Photo: Eddy Isango/IRIN
Riders at risk
KAMPALA, 3 May 2012 (PlusNews) - It's Saturday night and Jaffari Musoke*, who rides a 'boda boda' - motorcycle taxi - arrives at his regular stage, or departure point, near several hotels in Kampala, the Ugandan capital. He has an easy camaraderie with the sex workers who hang around the hotels, taking many of them home after a night's work. Sometimes he mixes business with pleasure.

"Man, this is the nature of our work. We have a lot of temptations and risks involved in this job, especially at night," he told IRIN/PlusNews, as a girl climbed on his bike so he could take her to meet a client.

An estimated 100,000 Ugandan men earn a living as boda boda riders, and around 73,800 motorcycles were imported over the last 5 years, according to the Registrar of Motor Vehicles.

The riders tend to be young men, weaving in and out of the traffic on Kampala's potholed roads, often without safety gear and little regard for traffic regulations.

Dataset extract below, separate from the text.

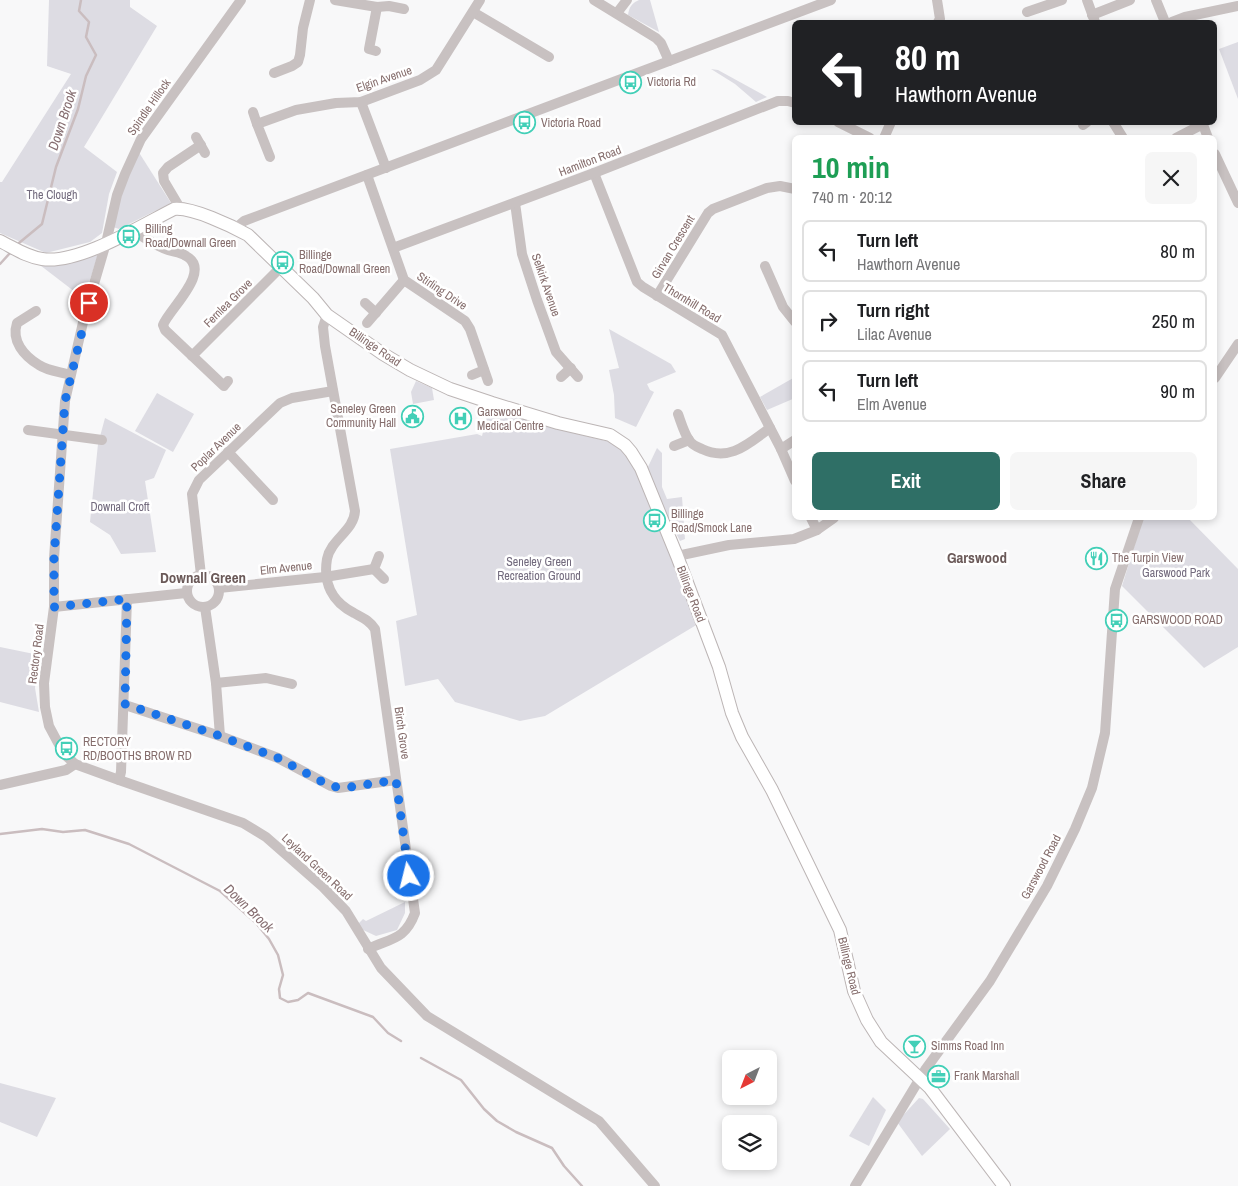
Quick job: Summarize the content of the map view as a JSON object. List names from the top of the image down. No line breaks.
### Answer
{"streets":{"main road":["Billinge Road"],"street":["Elgin Avenue","Spindle Hillock","Hamilton Road","Girvan Crescent","Selkirk Avenue","Stirling Drive","Fernlea Grove","Thornhill Road","Poplar Avenue","Elm Avenue","Rectory Road","Birch Grove","Leyland Green Road","Garswood Road"]},"crossings":[["Spindle Hillock","Rectory Road"],["Hamilton Road","Selkirk Avenue"],["Hamilton Road","Stirling Drive"],["Hamilton Road","Thornhill Road"],["Girvan Crescent","Thornhill Road"],["Fernlea Grove","Billinge Road"],["Billinge Road","Garswood Road"],["Poplar Avenue","Elm Avenue"],["Elm Avenue","Birch Grove"],["Rectory Road","Leyland Green Road"],["Birch Grove","Leyland Green Road"]],"districts":["Garswood","Downall Green"],"water":["Down Brook"],"parks":["The Clough","Downall Croft","Seneley Green Recreation Ground","Garswood Park"],"places":{"bus stop":["Victoria Rd","Victoria Road","Billing Road/Downall Green","Billinge Road/Downall Green","Billinge Road/Smock Lane","GARSWOOD ROAD","RECTORY RD/BOOTHS BROW RD"],"public building":["Seneley Green Community Hall"],"hospital":["Garswood Medical Centre"],"restaurant":["The Turpin View"],"bar":["Simms Road Inn"],"office":["Frank Marshall"]},"north":"bottom left","page":{"turn":["80 m","Hawthorn Avenue"],"heading":["10 min","740 m · 20:12"],"list":[{"name":"Turn left","note":"Hawthorn Avenue","value":"80 m"},{"name":"Turn right","note":"Lilac Avenue","value":"250 m"},{"name":"Turn left","note":"Elm Avenue","value":"90 m"}],"buttons":["Exit","Share"]}}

A survey report released in 2011 compared their sexual behaviour to groups classified as 'most at risk' by the Uganda AIDS Commission, which include sex workers, uniformed services, prison populations and fishing communities.

The survey - by the Ministry of Health, the US Centres for Disease Control and Prevention, and Makerere University's School of Public Health - covered 694 riders in Kampala between July 2008 and March 2009, and found an HIV prevalence rate of 7.5 percent. The national rate is 6.7 percent.

More than 25 percent of the riders reported having multiple sex partners and were engaging in anal sex with both women and men, 12 percent identified themselves as bi-sexual and four percent as gay, and 25 percent believed it was less important to use condoms for anal sex than for vaginal sex.

Approximately half the riders said they were “not as careful about HIV and sex because there is better treatment for AIDS”, while 21 percent reported having sold sex to at least two women, and 78 percent had bought sex from at least two women.

The Uganda Health Marketing Group (UHMG), a local NGO, is running a year-long campaign named, “Get Protected. Get Ready to Roll with Protector” (a brand of condom), which aims to encourage safer sex practices among boda boda riders. UHMG is running the campaign in six selected districts across the country, targeting 5,000 riders as direct beneficiaries, and their clients as secondary beneficiaries.

Condoms and helmets

UHMG is using two products in its campaign - condoms to prevent HIV infection, and branded helmets to improve safety on the road.

"[This programme] provides HIV prevention education among boda boda riders, while at the same time improving their safety, as well as that of their customers,” said Julian Atim, HIV/AIDS programme manager at UHMG. "It utilizes peer educators, who are boda boda cyclists themselves, working in close collaboration with health workers from Good Life Clinics, which are privately owned health facilities supported by UHMG."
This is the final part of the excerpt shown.